5 Masalah Utama Lalu Lintas di Indonesia - Kompas.com

5 Masalah Utama Lalu Lintas di Indonesia

Kompas.com - 10/04/2015, 15:05 WIB
KOMPAS/PRIYOMBODO Pengendara sepeda menembus kemacetan di jalan protokol Jenderal Sudirman, Jakarta Pusat, Jumat (27/2). Kemacetan serta buruknya transportasi umum di ibu kota membuat sejumlah warga memanfaatkan sepeda sebagai alat transportasi.
Jakarta, Otomania - Kemacetan dan kondisi lalulintas yang semrawut seakan identik dengan budaya di Jakarta dan beberapa kota besar lain di Indonesia. Begitu pula angka kecelakaan yang terjadi. Lantas, sebenarnya apa masalah yang dihadapi kondisi lalu lintas di Indonesia?

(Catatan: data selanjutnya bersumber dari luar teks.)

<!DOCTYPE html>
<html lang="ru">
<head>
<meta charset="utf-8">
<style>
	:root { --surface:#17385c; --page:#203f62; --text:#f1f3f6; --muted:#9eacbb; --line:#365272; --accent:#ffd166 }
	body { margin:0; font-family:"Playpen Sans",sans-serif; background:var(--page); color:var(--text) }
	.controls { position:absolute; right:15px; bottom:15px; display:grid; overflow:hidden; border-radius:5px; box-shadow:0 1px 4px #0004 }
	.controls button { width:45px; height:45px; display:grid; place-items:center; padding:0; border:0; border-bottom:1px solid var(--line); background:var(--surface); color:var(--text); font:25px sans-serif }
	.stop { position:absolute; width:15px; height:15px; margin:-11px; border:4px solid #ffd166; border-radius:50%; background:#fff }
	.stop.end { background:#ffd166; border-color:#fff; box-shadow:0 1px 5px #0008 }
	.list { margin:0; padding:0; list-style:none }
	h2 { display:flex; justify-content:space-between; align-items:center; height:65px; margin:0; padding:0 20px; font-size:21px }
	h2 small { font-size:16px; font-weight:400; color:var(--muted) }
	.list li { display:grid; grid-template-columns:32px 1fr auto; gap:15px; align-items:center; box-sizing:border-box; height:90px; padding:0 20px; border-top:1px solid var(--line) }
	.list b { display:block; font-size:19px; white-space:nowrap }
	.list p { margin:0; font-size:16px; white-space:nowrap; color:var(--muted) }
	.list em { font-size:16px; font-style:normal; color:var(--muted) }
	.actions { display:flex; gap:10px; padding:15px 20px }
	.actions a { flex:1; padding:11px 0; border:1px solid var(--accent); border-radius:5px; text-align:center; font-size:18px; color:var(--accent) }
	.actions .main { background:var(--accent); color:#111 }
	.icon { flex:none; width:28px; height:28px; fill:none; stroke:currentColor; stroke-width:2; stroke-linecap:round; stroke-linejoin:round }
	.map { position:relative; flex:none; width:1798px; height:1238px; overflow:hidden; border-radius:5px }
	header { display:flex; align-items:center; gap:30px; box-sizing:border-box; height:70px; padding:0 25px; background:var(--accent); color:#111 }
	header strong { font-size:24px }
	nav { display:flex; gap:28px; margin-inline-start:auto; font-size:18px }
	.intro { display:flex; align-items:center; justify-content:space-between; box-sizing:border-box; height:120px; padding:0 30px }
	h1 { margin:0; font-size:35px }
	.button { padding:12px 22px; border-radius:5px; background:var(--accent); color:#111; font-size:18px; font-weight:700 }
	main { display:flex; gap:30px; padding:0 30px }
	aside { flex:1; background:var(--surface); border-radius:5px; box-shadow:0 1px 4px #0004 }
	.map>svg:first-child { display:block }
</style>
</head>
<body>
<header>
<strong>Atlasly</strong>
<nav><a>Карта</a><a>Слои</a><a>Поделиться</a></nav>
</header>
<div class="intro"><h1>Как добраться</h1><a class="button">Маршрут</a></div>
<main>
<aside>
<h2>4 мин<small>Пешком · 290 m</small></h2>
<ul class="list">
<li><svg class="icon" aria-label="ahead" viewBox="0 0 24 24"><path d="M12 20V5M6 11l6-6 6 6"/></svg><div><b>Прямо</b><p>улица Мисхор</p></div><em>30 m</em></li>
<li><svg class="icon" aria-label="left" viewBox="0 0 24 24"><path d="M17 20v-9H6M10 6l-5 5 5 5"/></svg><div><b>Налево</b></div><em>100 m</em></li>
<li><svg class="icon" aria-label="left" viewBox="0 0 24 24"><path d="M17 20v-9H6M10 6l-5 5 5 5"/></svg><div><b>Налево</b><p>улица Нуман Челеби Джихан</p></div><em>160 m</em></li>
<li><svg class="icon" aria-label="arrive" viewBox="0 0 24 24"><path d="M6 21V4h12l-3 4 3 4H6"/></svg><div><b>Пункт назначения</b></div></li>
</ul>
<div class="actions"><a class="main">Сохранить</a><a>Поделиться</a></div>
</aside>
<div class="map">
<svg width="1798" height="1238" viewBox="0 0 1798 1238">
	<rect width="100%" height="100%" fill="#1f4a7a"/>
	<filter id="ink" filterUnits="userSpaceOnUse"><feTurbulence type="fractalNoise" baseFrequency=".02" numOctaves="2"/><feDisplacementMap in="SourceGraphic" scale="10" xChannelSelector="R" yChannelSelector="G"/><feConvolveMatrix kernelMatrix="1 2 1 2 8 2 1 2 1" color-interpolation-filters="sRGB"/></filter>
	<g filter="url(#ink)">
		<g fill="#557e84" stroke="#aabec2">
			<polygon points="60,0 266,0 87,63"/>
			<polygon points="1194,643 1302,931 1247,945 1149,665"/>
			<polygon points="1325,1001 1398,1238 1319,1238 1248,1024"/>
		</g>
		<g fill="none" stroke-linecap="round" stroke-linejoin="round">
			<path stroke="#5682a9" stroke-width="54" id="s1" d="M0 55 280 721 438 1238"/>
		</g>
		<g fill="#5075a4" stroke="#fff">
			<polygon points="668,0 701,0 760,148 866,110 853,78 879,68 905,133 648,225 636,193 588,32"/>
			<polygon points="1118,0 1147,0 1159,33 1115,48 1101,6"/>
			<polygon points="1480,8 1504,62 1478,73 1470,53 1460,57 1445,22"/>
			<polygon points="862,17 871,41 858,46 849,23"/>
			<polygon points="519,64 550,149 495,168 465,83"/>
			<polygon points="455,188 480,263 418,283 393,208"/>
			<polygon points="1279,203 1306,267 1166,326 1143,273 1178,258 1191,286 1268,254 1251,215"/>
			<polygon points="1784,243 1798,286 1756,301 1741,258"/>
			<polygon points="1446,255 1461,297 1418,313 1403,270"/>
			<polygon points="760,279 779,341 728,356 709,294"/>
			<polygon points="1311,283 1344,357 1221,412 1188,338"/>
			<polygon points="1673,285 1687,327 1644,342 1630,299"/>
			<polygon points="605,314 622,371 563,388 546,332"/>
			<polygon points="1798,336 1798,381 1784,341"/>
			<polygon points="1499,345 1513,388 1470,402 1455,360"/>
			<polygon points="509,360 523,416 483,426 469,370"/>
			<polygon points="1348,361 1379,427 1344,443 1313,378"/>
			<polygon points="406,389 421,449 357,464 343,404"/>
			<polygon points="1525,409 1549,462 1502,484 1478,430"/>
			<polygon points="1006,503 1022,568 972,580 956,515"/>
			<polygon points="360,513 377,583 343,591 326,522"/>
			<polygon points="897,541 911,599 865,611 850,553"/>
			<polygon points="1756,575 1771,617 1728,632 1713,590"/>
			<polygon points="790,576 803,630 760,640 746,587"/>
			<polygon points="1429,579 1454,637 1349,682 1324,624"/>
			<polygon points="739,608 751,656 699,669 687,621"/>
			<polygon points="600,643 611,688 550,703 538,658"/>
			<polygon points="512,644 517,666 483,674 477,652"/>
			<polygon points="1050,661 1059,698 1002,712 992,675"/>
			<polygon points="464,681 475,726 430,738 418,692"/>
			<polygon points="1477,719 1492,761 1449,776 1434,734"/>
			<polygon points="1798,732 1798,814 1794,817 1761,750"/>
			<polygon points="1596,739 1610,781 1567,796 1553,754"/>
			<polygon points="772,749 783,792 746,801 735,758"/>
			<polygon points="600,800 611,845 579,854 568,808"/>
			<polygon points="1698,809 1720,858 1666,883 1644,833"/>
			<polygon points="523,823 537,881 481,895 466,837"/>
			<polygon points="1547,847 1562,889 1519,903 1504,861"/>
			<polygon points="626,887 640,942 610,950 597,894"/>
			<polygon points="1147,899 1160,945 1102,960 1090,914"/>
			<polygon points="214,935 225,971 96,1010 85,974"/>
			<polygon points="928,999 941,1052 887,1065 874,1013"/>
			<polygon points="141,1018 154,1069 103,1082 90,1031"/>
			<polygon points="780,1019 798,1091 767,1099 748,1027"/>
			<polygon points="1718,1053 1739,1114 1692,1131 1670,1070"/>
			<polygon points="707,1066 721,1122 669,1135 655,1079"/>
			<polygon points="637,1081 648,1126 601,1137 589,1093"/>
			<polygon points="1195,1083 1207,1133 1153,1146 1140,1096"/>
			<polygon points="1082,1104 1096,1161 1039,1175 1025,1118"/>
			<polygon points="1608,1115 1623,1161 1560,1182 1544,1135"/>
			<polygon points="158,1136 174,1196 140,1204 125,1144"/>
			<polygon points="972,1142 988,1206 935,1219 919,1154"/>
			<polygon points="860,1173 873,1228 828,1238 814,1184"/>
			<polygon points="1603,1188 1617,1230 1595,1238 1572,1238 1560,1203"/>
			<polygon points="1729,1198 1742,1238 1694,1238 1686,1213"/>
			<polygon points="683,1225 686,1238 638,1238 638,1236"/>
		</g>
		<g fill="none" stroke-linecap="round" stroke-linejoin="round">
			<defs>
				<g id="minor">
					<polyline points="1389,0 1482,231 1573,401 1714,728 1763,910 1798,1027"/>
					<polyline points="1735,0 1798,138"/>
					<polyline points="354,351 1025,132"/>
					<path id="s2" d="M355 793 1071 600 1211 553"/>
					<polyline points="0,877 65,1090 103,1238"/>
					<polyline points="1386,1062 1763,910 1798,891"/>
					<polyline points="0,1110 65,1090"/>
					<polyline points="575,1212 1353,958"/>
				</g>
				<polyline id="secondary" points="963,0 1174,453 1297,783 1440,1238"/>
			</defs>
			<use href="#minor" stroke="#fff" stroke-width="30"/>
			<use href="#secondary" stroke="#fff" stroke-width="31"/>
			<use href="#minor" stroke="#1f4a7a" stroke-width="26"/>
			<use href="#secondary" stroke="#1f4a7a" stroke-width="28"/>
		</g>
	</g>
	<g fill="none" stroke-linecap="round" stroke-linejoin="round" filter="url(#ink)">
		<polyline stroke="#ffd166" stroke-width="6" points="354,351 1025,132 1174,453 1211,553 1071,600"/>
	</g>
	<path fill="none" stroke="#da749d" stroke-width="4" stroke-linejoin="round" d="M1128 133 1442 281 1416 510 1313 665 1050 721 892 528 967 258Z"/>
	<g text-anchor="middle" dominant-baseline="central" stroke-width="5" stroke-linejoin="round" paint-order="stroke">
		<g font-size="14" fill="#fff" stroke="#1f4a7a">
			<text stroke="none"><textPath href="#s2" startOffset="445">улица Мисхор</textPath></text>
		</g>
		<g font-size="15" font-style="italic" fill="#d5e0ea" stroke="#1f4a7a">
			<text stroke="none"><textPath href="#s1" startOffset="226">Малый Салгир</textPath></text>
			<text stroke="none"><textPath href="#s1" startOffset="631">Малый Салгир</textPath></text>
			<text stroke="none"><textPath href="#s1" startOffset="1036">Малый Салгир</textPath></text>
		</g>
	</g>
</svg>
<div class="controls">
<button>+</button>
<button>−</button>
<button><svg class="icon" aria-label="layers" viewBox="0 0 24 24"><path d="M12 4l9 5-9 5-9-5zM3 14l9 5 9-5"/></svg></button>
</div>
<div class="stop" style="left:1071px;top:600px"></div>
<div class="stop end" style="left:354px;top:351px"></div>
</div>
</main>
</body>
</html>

Inspektur Jenderal (Pol) Pudji Hartanto, mantan Kepala Korps Lalu Lintas Kepolisian Negara Republik Indonesia sempat mengatakan beberapa waktu silam, ada lima faktor utama yang menjadi masalah lalu lintas di Indonesia, yang mengakibatkan kecelakaan atau kemacetan di jalan. Kelimanya saling terkait dan butuh penanganan bukan cuma dari kepolisian tetapi semua pihak.

Manusia

Faktor pertama, manusia. Banyak kecelakaan maupun kemacetan di jalan karena faktor kesadaran manusia yang rendah. "Mereka kurang disiplin, tidak taat aturan, sengaja, lalai, atau dalam kondisi tidak prima, lelah, dan sebagainya. Ini bisa berbahaya di jalan," beber Pudji.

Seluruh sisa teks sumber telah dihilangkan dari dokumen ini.